• Exercise data:
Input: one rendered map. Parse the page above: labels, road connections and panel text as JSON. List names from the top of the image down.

--

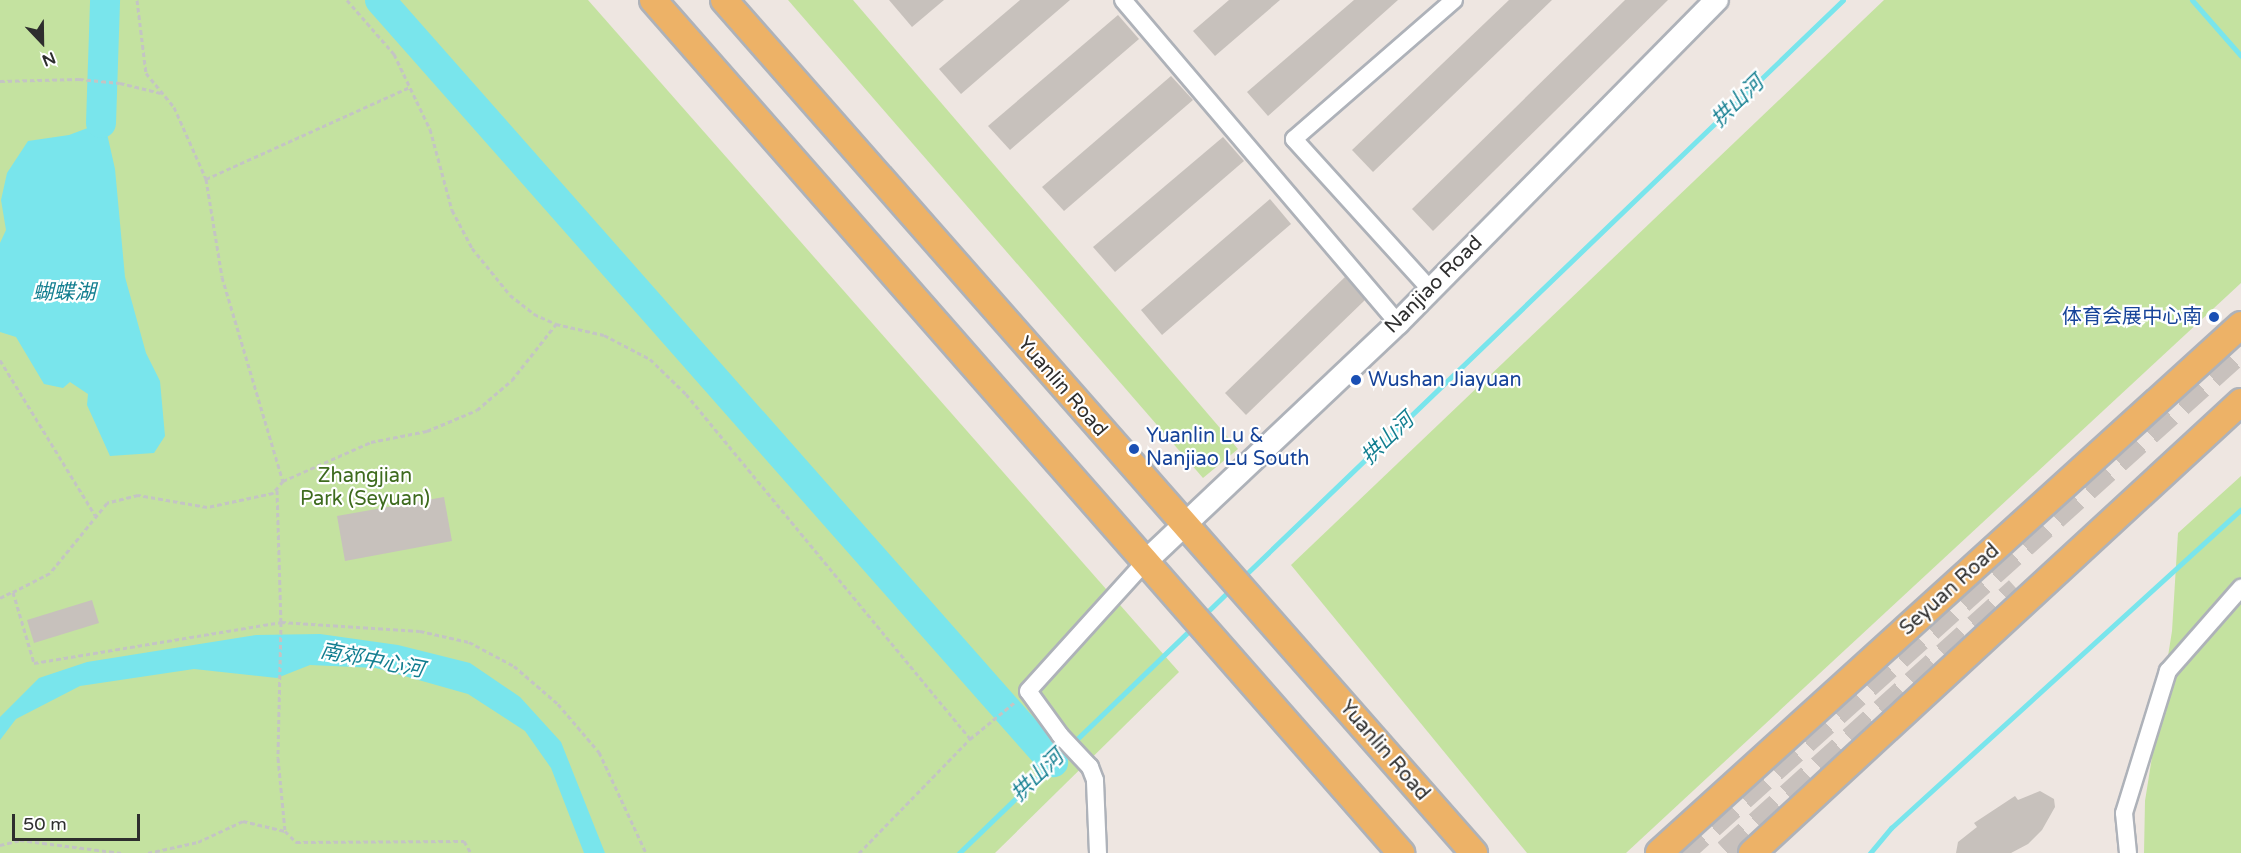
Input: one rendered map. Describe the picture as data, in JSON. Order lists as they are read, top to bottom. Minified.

---

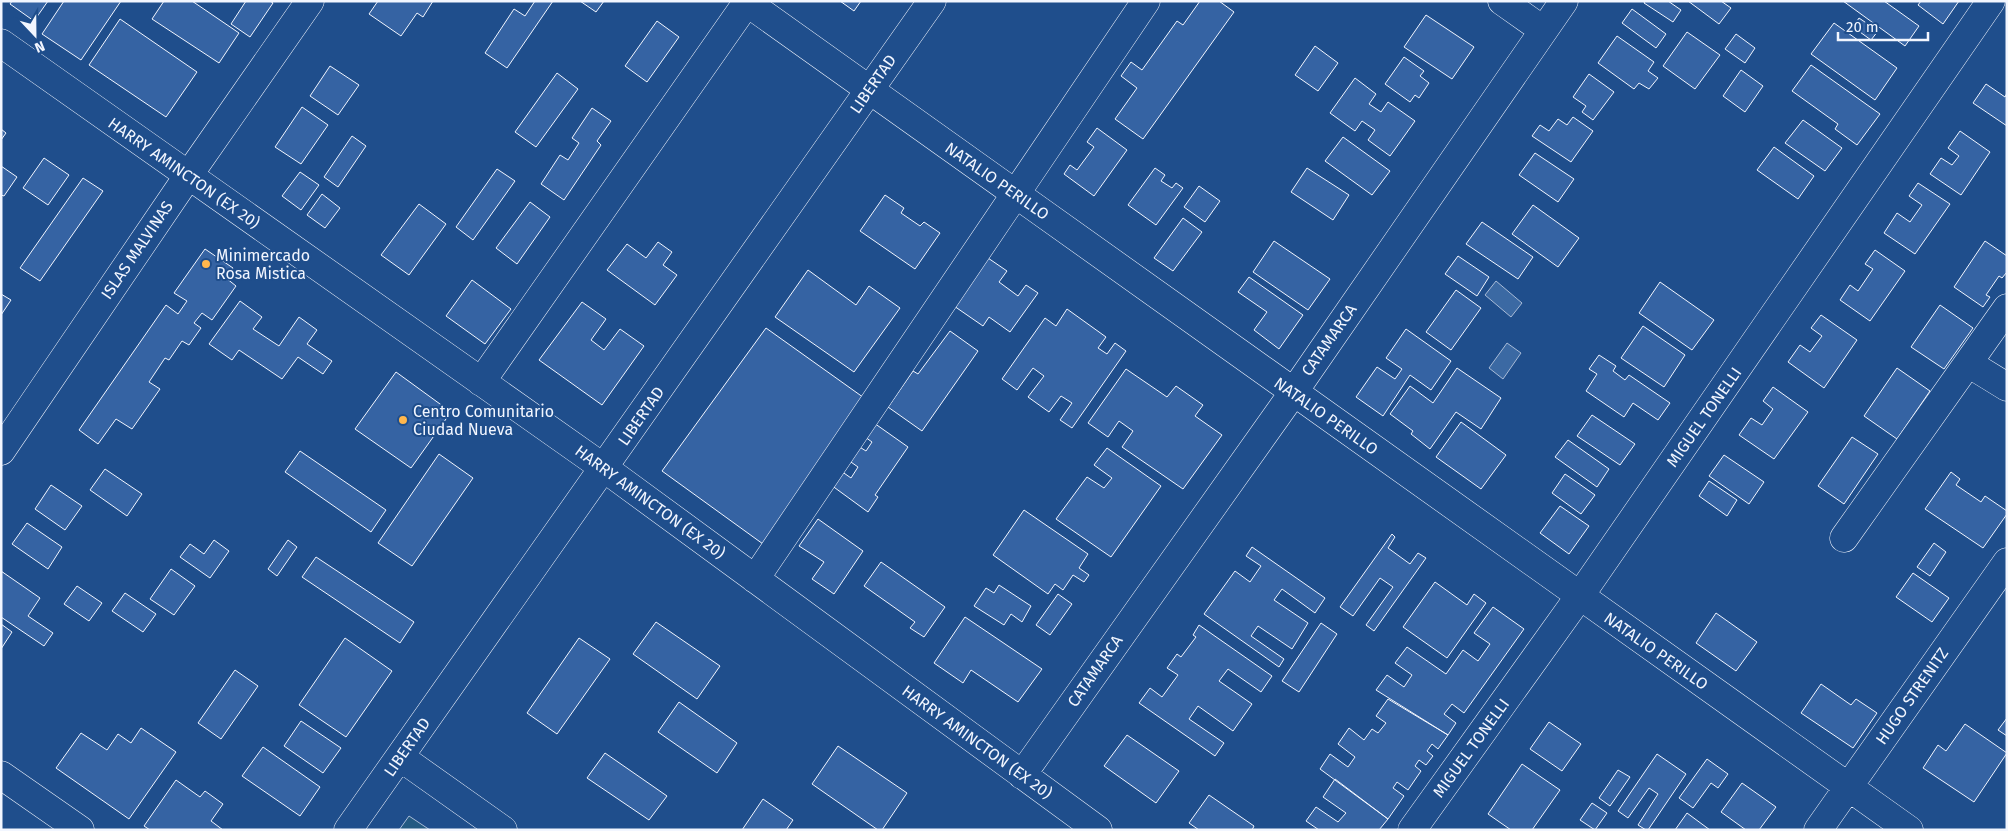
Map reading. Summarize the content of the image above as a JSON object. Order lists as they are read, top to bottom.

• Requirement: Provide the count of lines above that contain "Order", without any other words.

• Answer to the exercise: 2